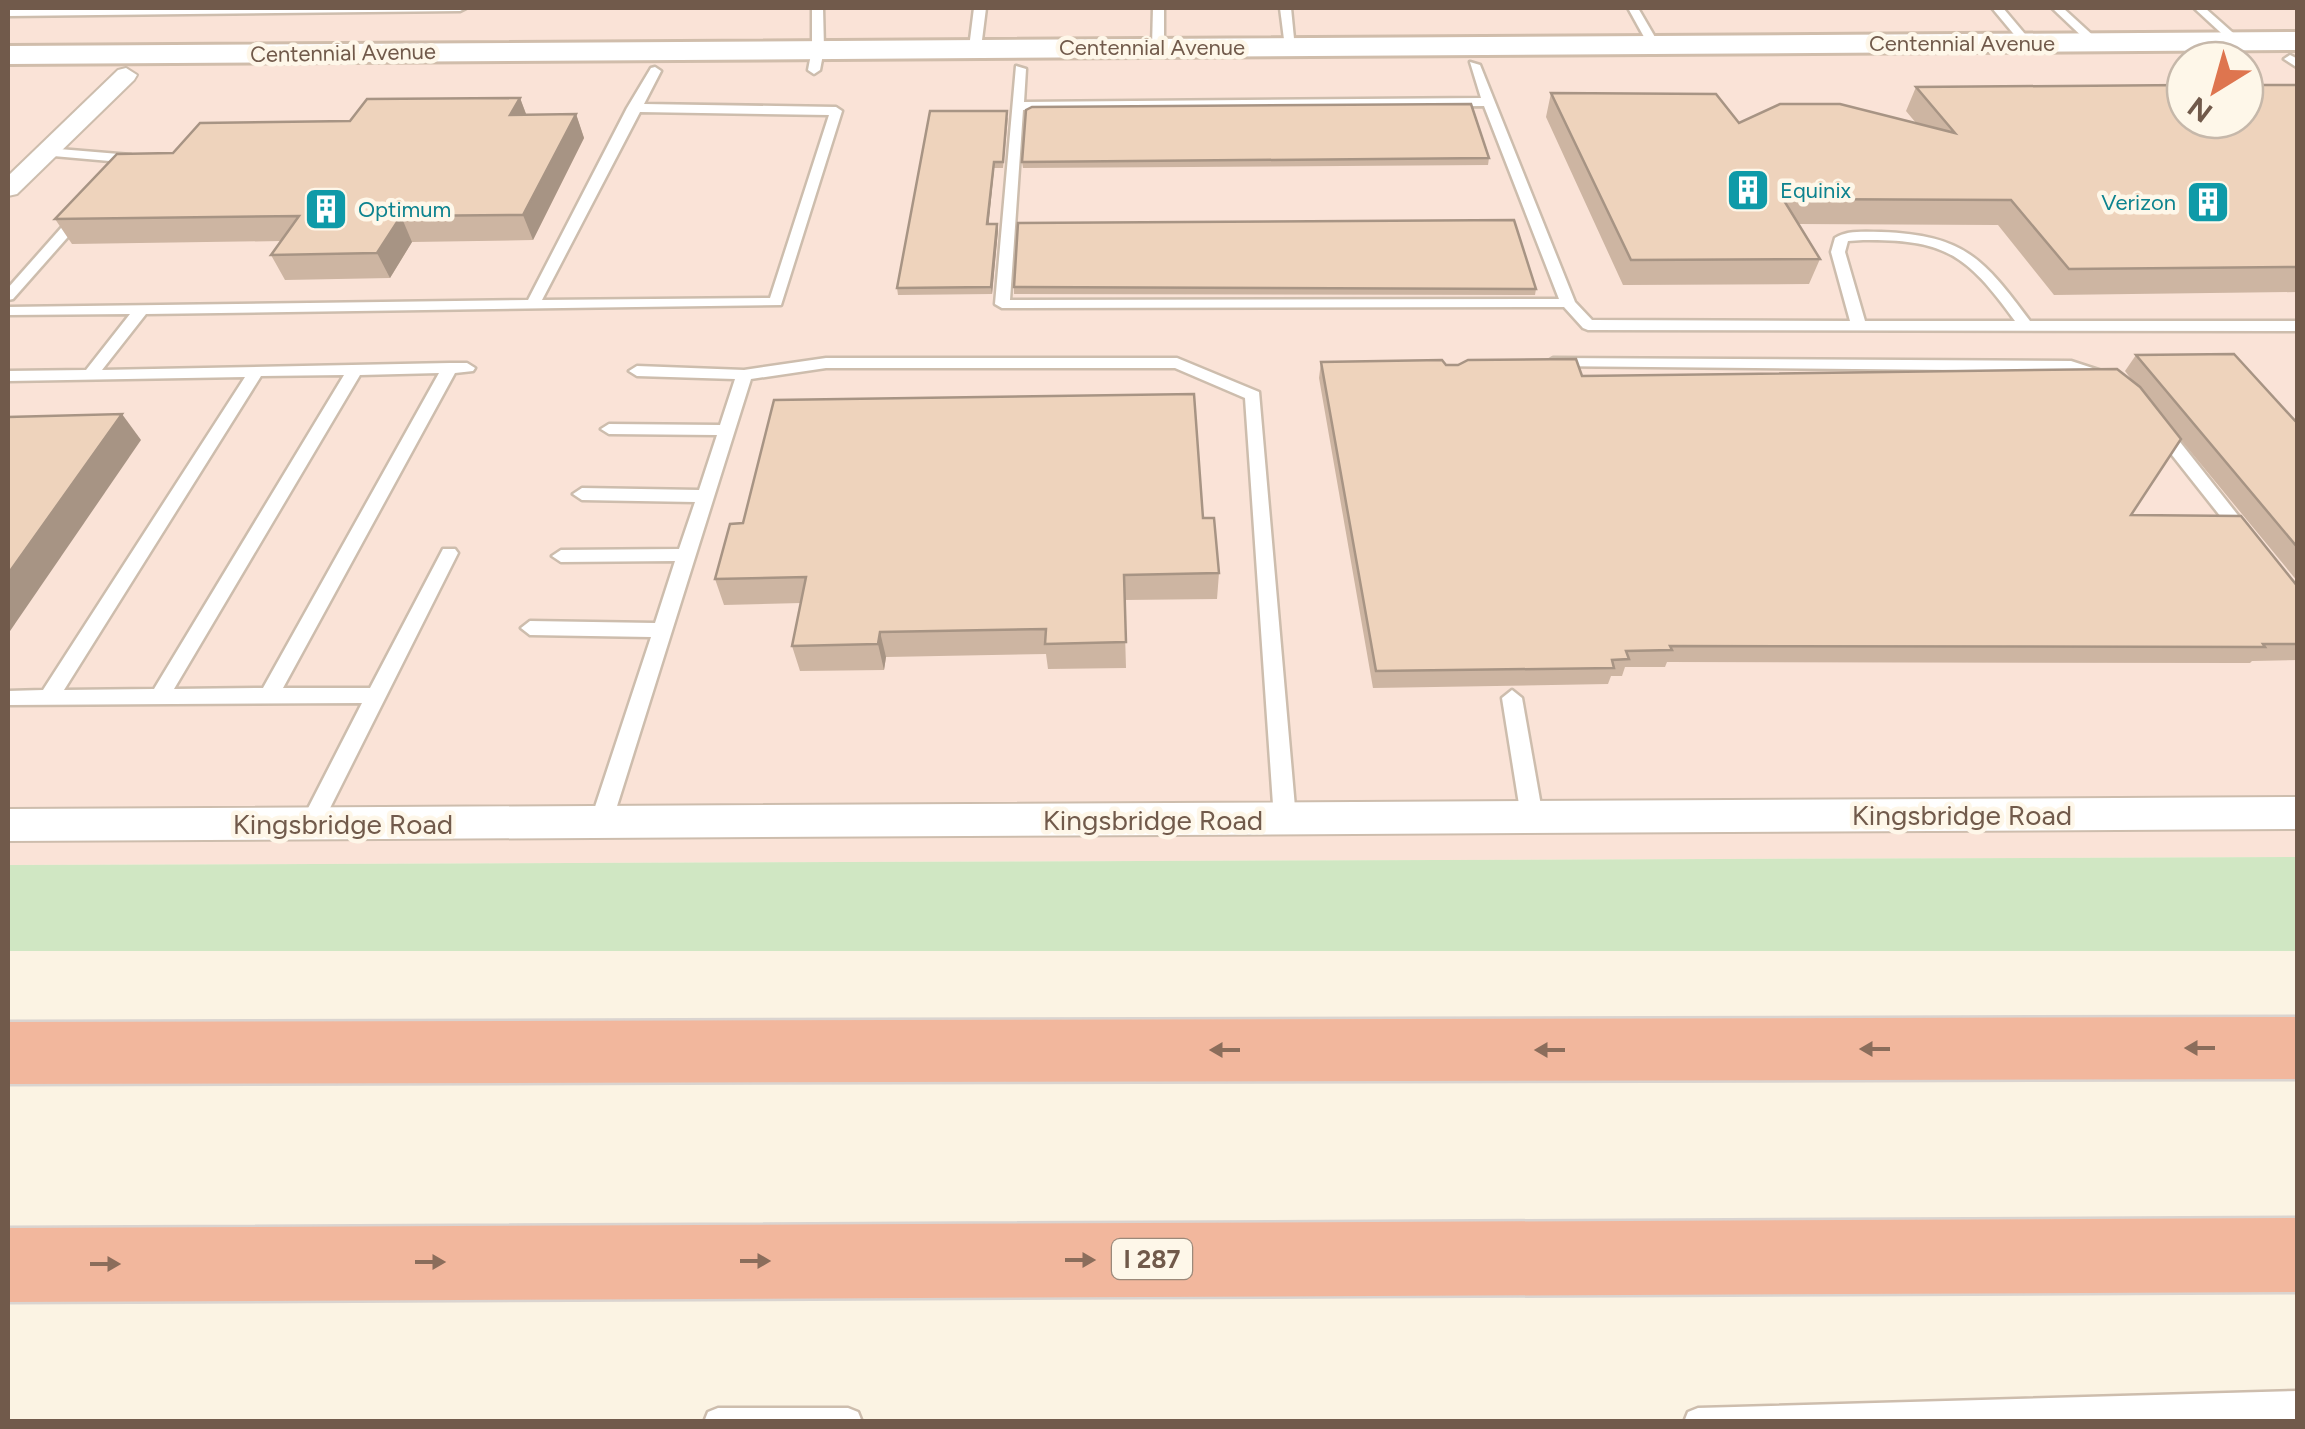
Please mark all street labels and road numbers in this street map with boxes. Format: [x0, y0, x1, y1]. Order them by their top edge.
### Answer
street label: Centennial Avenue [1869, 30, 2055, 57]
street label: Centennial Avenue [1059, 34, 1245, 61]
street label: Centennial Avenue [250, 38, 436, 68]
street label: Kingsbridge Road [1852, 798, 2072, 832]
street label: Kingsbridge Road [1043, 803, 1263, 837]
street label: Kingsbridge Road [233, 807, 453, 841]
road number: I 287 [1112, 1239, 1192, 1279]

== Assignment ==
Each line above should be returned exactly as written, apart from any pictures.

== Written solution ==
Please mark all street labels and road numbers in this street map with boxes. Format: [x0, y0, x1, y1]. Order them by their top edge.
### Answer
street label: Centennial Avenue [1869, 30, 2055, 57]
street label: Centennial Avenue [1059, 34, 1245, 61]
street label: Centennial Avenue [250, 38, 436, 68]
street label: Kingsbridge Road [1852, 798, 2072, 832]
street label: Kingsbridge Road [1043, 803, 1263, 837]
street label: Kingsbridge Road [233, 807, 453, 841]
road number: I 287 [1112, 1239, 1192, 1279]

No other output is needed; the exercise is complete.